As my cellphone started chirping this morning, alerting me to my need to get my stuff together and get on the road back home, I was in the midst of a striking dream. It started in what seemed to be the parking lot of a shopping center. I was driving the car and had pulled into a parking lot. I was inching the car forward to be all the way into the lot, but I went a little too far and hit the curb. I backed up, but backed up to far. I pulled forward again and overshot the curb by a greater amount, backed up again to correct things. By then, Kim as out of the car getting stuff out of the trunk, which I'm not sure how she did it. I was concerned about hitting her and pulled forward, driving across the curb through the parking and making a grand loop back to where Kim was. She was concerned about if I was alright and I said I felt okay, just out of focus. So, she decided that I should simply drive home. She would get home some other way.
I drove home through a town that seemed very much like the town I grew up in as a child. As I drove, two women in outfits that seemed like a cross between a clown out fit and a running suit, went out for a run, crossing my path. I worried about being able to avoid hitting them. I pulled onto another street that was crowded with pedestrians. Angst filled, I drove very carefully home, where I arrived safely, without doing any damage to anyone or anything, except perhaps my own equilibrium.

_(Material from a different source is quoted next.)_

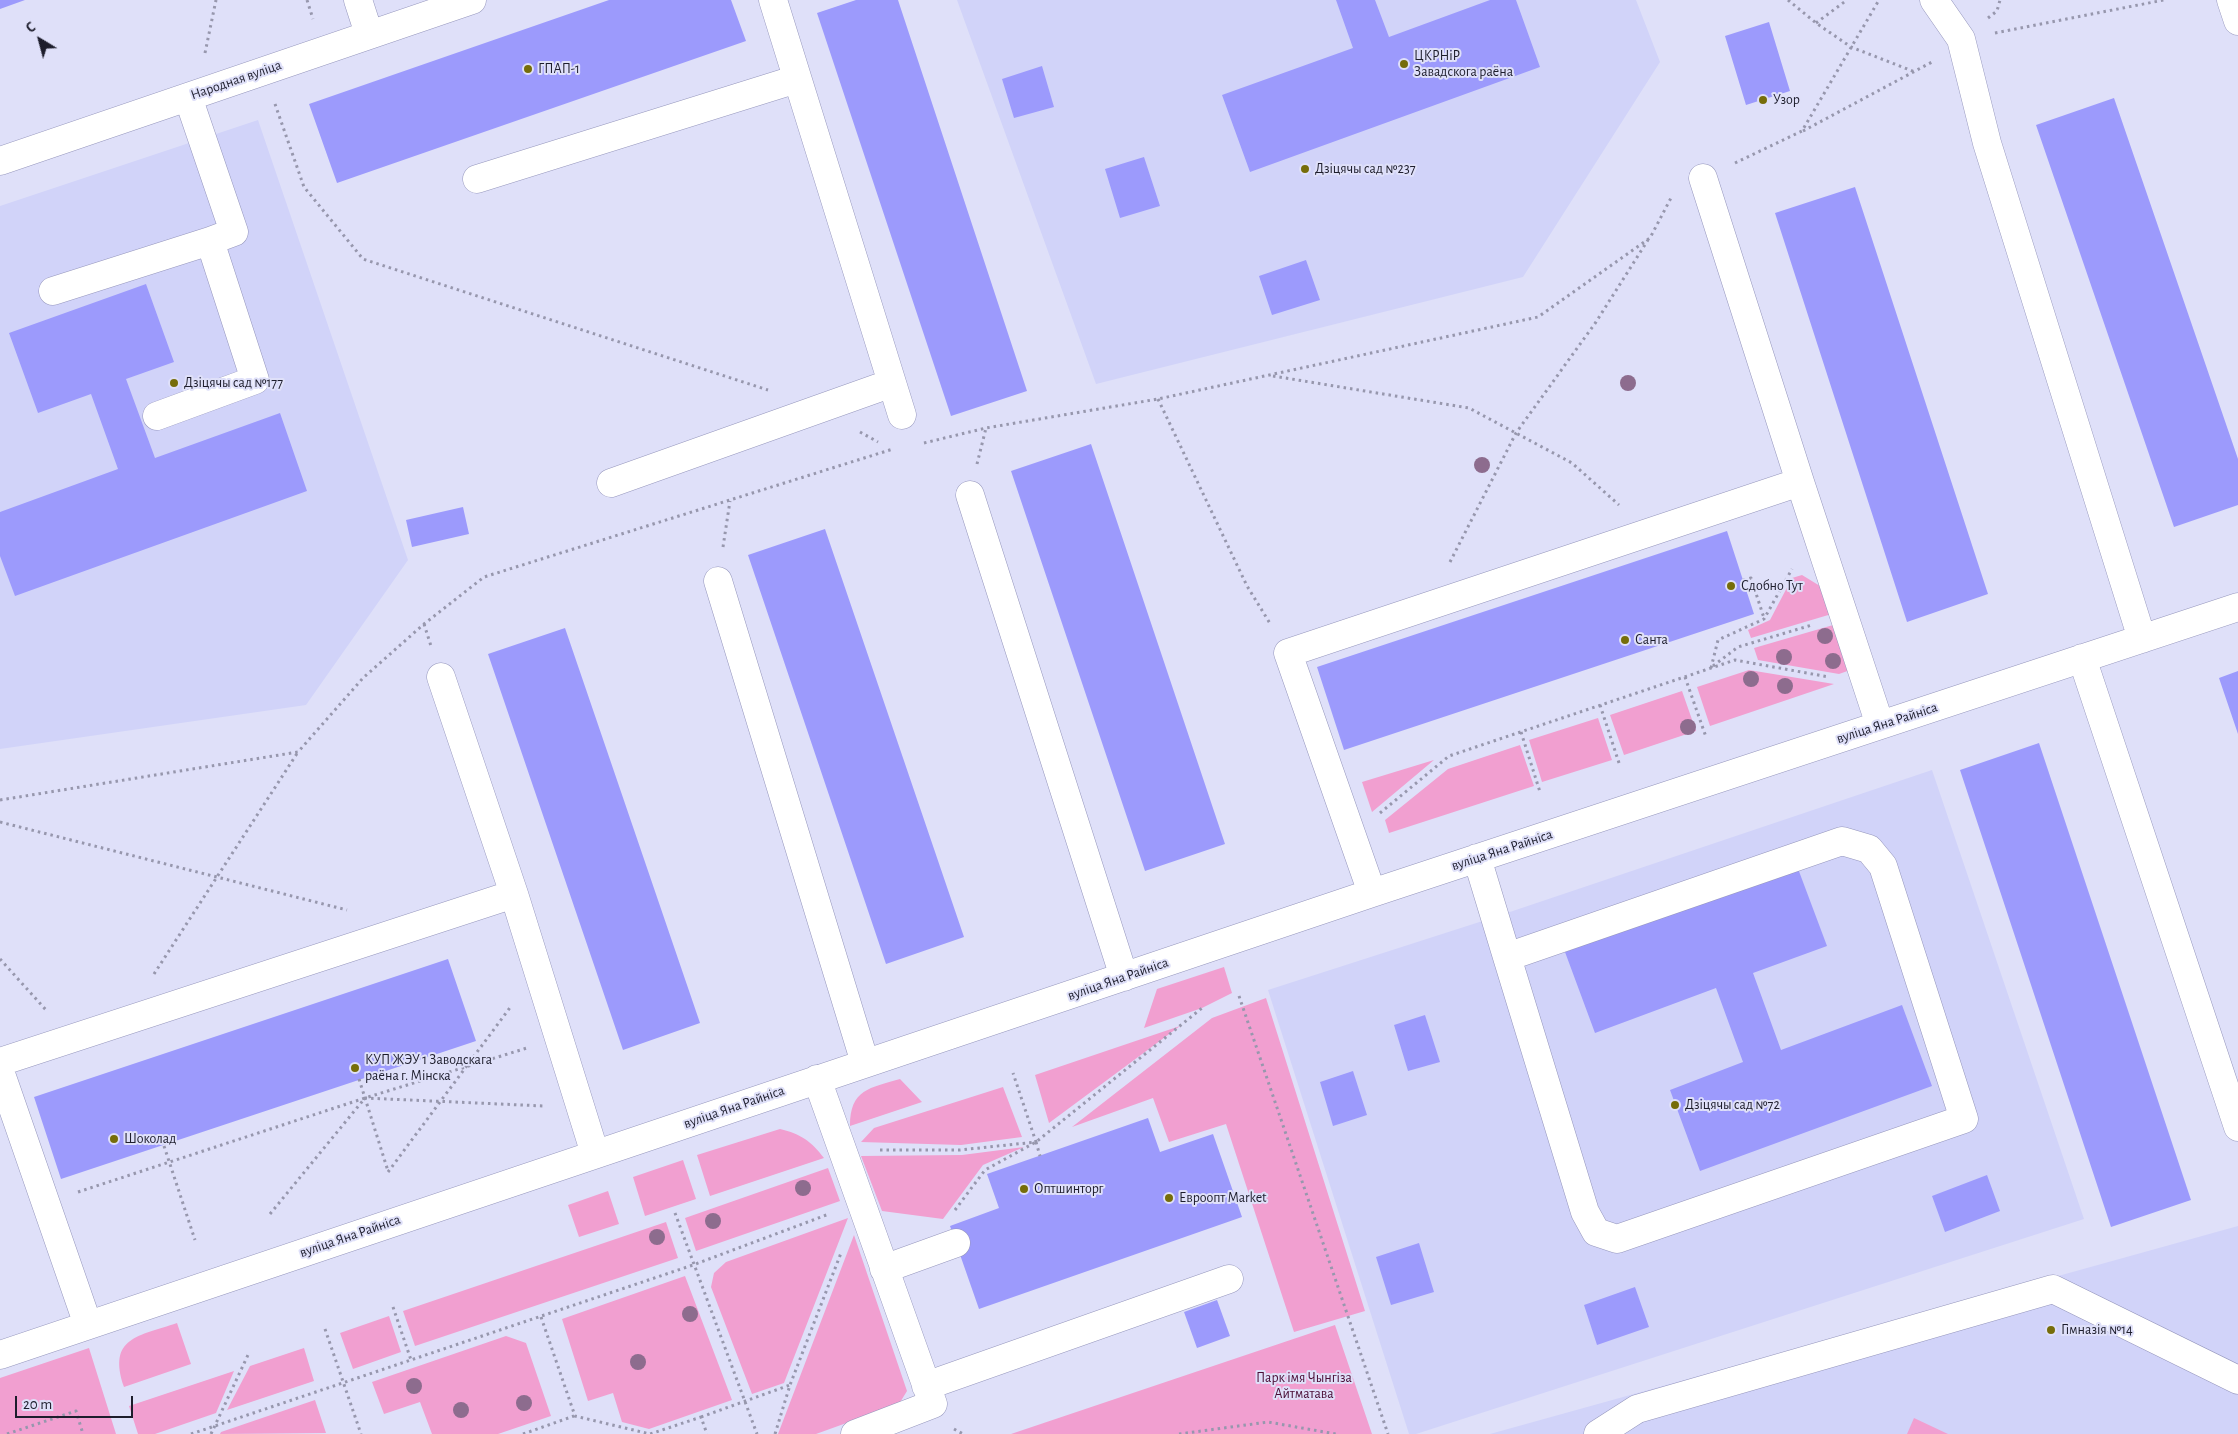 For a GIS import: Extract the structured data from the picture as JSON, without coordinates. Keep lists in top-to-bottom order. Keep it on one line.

In a few minutes, I will head off to the train station. I will sit on the train and process and write about my experiences at the AGPA conference. I hope to get home safely, regaining my equilibrium, and not hitting anyone on the way. I am not sure how much this is about the AGPA conference and the wonderfully varied reactions to me as a blogger and member of the press that I received. Other associations or interpretations are welcome.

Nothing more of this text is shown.